### Required action
For this exercise, copy all the data exactly and include none of the pictures.

- Opening Delimiter -

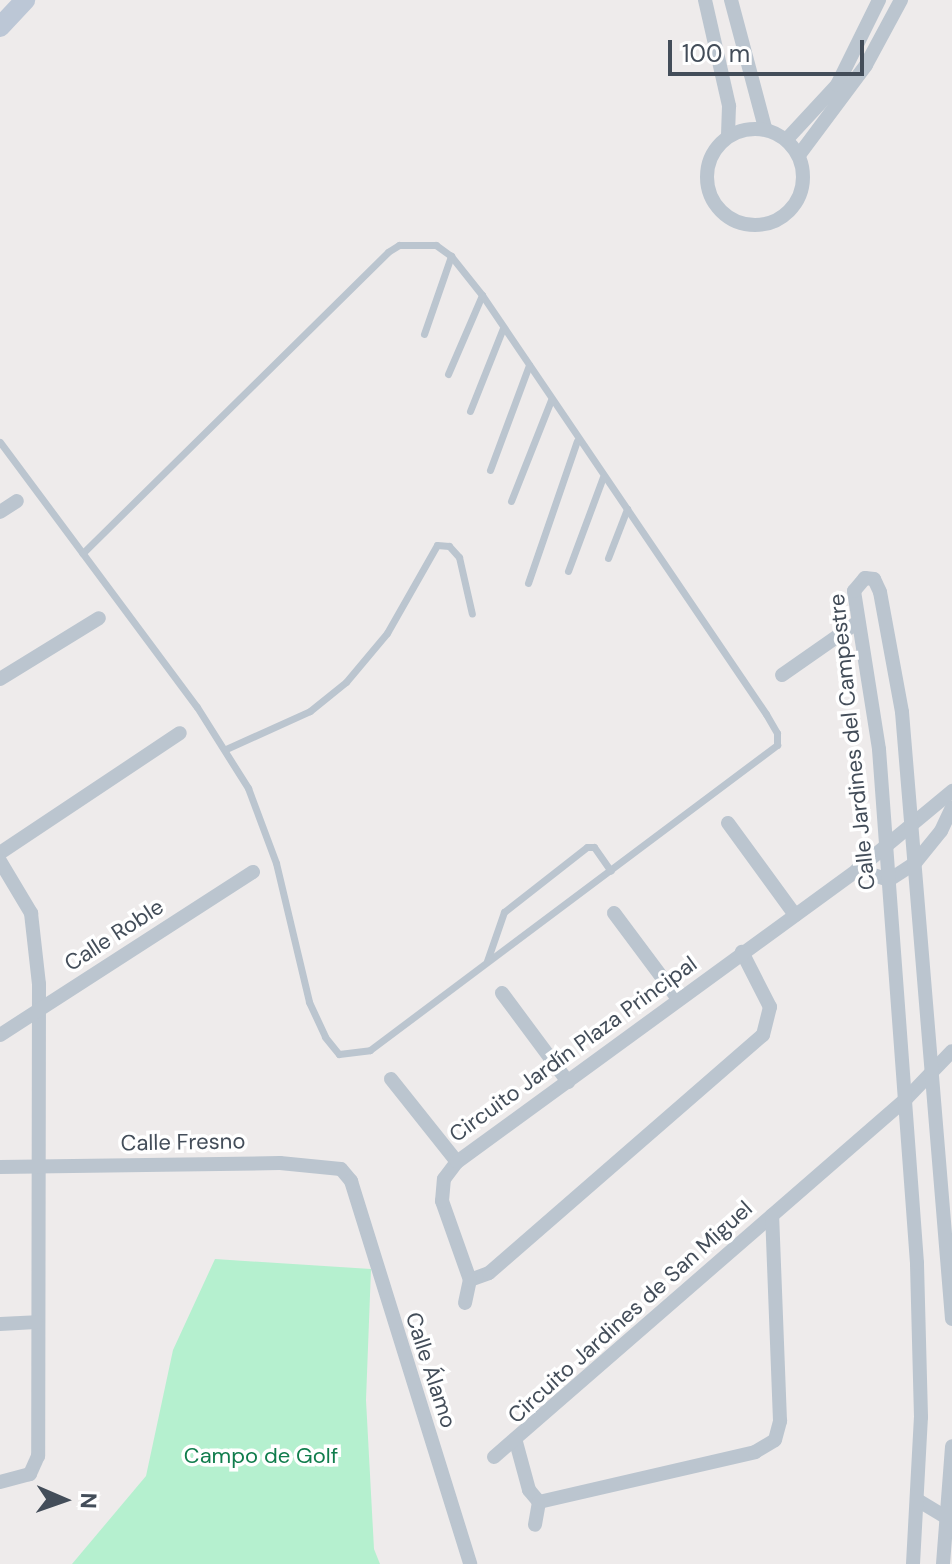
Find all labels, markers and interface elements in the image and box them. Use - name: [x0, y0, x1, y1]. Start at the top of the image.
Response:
- scale bar: [672, 24, 868, 74]
- text: 100 m: [682, 38, 750, 69]
- street label: Calle Jardines del Campestre: [823, 593, 881, 891]
- street label: Calle Roble: [60, 893, 168, 977]
- street label: Circuito Jardín Plaza Principal: [444, 950, 702, 1148]
- street label: Calle Fresno: [120, 1128, 246, 1156]
- street label: Circuito Jardines de San Miguel: [502, 1195, 758, 1429]
- street label: Calle Álamo: [400, 1309, 462, 1431]
- park label: Campo de Golf: [184, 1443, 338, 1469]
- north arrow: [24, 1460, 104, 1540]
- text: N: [74, 1492, 103, 1509]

- Closing Delimiter -

### Answer
Find all labels, markers and interface elements in the image and box them. Use - name: [x0, y0, x1, y1]. Start at the top of the image.
Response:
- scale bar: [672, 24, 868, 74]
- text: 100 m: [682, 38, 750, 69]
- street label: Calle Jardines del Campestre: [823, 593, 881, 891]
- street label: Calle Roble: [60, 893, 168, 977]
- street label: Circuito Jardín Plaza Principal: [444, 950, 702, 1148]
- street label: Calle Fresno: [120, 1128, 246, 1156]
- street label: Circuito Jardines de San Miguel: [502, 1195, 758, 1429]
- street label: Calle Álamo: [400, 1309, 462, 1431]
- park label: Campo de Golf: [184, 1443, 338, 1469]
- north arrow: [24, 1460, 104, 1540]
- text: N: [74, 1492, 103, 1509]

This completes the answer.